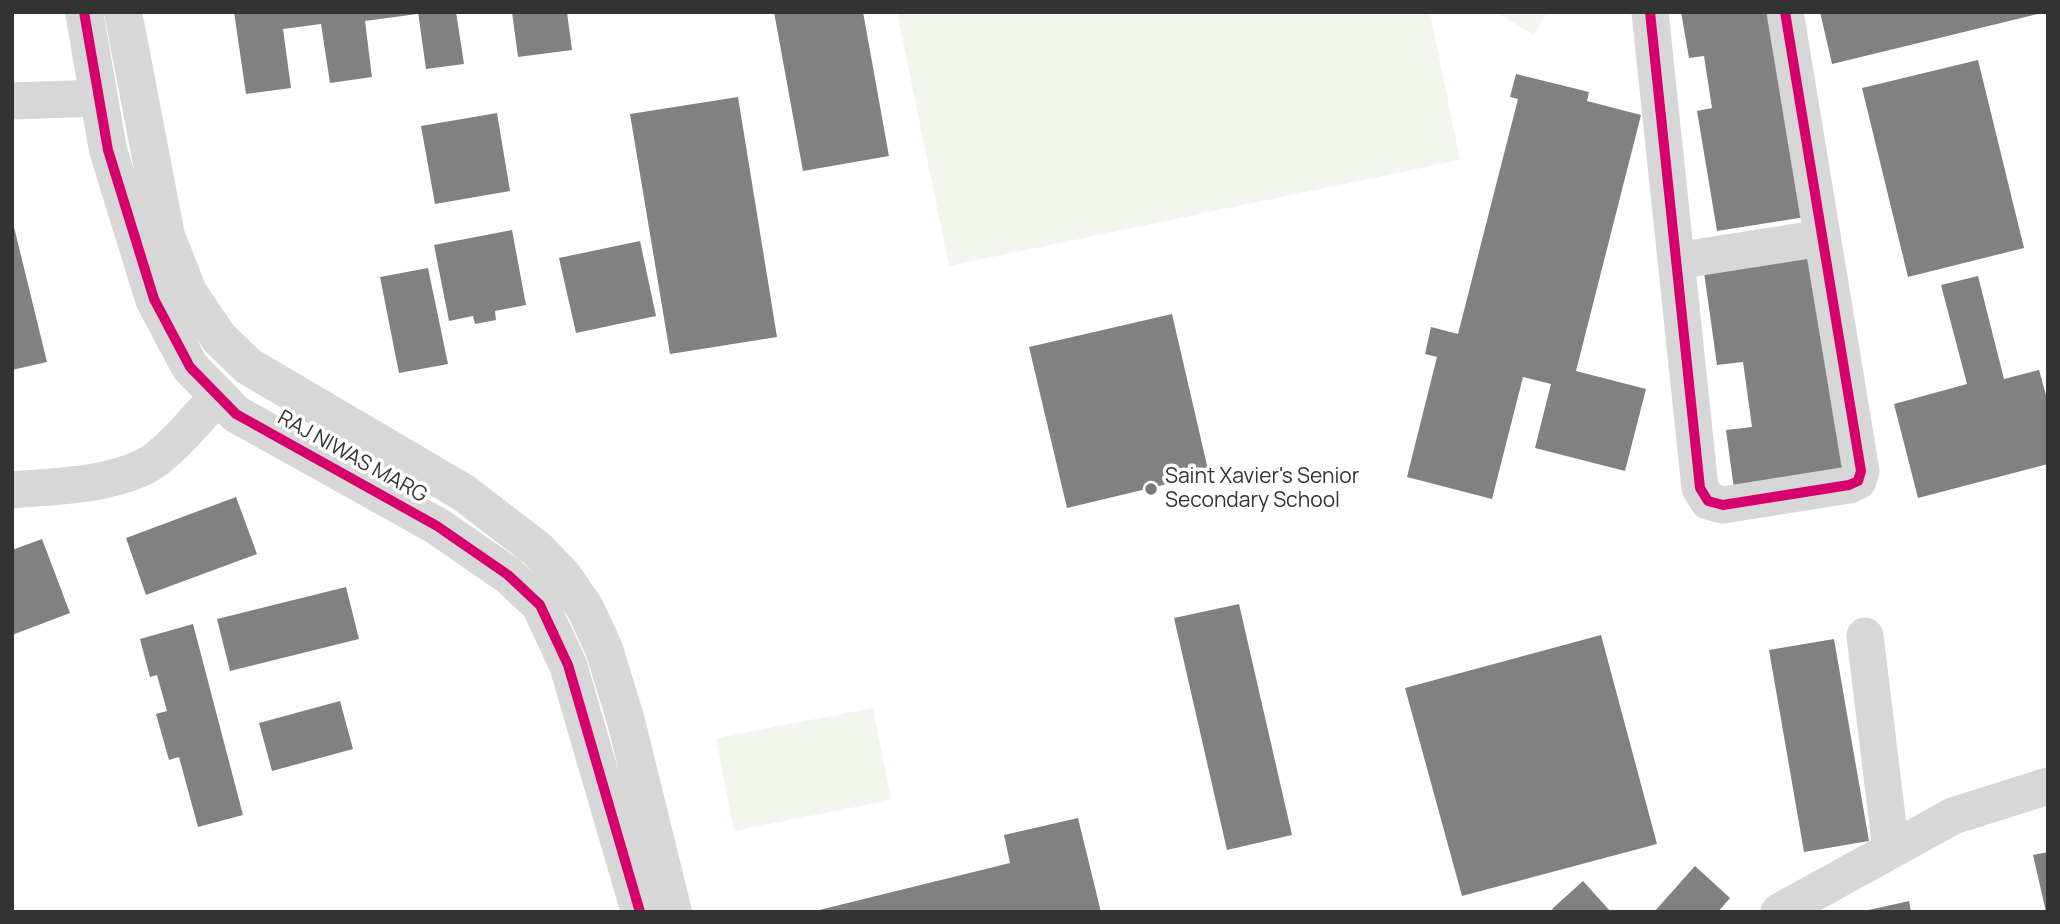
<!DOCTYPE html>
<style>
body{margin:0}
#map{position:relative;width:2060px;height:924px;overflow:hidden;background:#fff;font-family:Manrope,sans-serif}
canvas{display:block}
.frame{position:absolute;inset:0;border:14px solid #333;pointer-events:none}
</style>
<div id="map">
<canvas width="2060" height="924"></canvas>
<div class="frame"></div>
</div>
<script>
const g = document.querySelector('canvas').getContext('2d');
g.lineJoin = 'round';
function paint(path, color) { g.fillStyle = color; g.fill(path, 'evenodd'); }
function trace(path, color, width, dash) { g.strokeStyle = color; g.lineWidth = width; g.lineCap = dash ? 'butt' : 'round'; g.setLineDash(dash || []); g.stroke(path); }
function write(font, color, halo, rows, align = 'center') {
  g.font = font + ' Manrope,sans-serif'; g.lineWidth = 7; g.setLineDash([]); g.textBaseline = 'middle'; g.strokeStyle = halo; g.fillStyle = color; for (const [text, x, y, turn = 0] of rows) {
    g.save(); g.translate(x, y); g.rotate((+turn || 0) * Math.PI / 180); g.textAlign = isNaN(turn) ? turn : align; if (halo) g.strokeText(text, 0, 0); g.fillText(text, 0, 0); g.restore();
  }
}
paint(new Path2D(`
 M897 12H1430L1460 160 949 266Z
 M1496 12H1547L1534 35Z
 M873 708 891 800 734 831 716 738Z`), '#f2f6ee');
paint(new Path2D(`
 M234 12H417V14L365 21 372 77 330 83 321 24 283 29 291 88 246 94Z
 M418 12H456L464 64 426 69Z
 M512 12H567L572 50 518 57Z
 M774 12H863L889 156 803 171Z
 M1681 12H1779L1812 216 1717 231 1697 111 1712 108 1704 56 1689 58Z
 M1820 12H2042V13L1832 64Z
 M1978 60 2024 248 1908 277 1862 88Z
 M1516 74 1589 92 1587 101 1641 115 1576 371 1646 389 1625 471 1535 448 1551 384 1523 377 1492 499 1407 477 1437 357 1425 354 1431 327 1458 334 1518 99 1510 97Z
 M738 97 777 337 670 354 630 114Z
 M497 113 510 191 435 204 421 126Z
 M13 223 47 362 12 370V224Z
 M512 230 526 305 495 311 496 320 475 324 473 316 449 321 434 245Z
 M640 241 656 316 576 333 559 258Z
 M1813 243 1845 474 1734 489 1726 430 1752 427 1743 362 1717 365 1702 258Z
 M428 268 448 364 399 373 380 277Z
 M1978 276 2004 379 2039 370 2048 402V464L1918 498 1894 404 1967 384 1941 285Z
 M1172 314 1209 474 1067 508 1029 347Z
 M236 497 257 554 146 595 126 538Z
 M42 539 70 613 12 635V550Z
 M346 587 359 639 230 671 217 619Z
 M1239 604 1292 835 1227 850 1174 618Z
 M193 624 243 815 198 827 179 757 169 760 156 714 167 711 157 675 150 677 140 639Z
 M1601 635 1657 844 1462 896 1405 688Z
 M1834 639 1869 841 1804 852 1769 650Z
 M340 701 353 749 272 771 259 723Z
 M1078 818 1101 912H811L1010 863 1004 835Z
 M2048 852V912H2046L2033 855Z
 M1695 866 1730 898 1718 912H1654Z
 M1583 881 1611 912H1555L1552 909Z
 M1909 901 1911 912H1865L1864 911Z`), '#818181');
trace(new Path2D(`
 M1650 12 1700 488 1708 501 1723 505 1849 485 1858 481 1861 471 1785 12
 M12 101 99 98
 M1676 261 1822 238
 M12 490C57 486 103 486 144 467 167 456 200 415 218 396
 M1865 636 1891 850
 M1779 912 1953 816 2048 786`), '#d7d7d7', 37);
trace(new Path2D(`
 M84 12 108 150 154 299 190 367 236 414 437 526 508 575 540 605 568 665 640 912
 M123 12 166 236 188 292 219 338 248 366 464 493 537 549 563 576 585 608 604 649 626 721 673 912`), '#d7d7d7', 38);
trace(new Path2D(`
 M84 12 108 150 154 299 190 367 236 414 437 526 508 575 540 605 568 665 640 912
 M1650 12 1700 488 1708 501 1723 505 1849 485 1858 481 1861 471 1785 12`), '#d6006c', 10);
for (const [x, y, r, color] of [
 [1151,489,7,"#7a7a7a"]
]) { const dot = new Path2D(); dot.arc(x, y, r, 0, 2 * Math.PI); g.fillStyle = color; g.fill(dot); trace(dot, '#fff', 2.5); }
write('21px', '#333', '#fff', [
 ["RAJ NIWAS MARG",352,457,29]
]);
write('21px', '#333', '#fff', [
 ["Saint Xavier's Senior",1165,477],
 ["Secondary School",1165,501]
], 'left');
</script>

# [Task details]
Go through the listing above. Show each line where the word "turn" is found.

# [Answer area]
  g.font = font + ' Manrope,sans-serif'; g.lineWidth = 7; g.setLineDash([]); g.textBaseline = 'middle'; g.strokeStyle = halo; g.fillStyle = color; for (const [text, x, y, turn = 0] of rows) {
    g.save(); g.translate(x, y); g.rotate((+turn || 0) * Math.PI / 180); g.textAlign = isNaN(turn) ? turn : align; if (halo) g.strokeText(text, 0, 0); g.fillText(text, 0, 0); g.restore();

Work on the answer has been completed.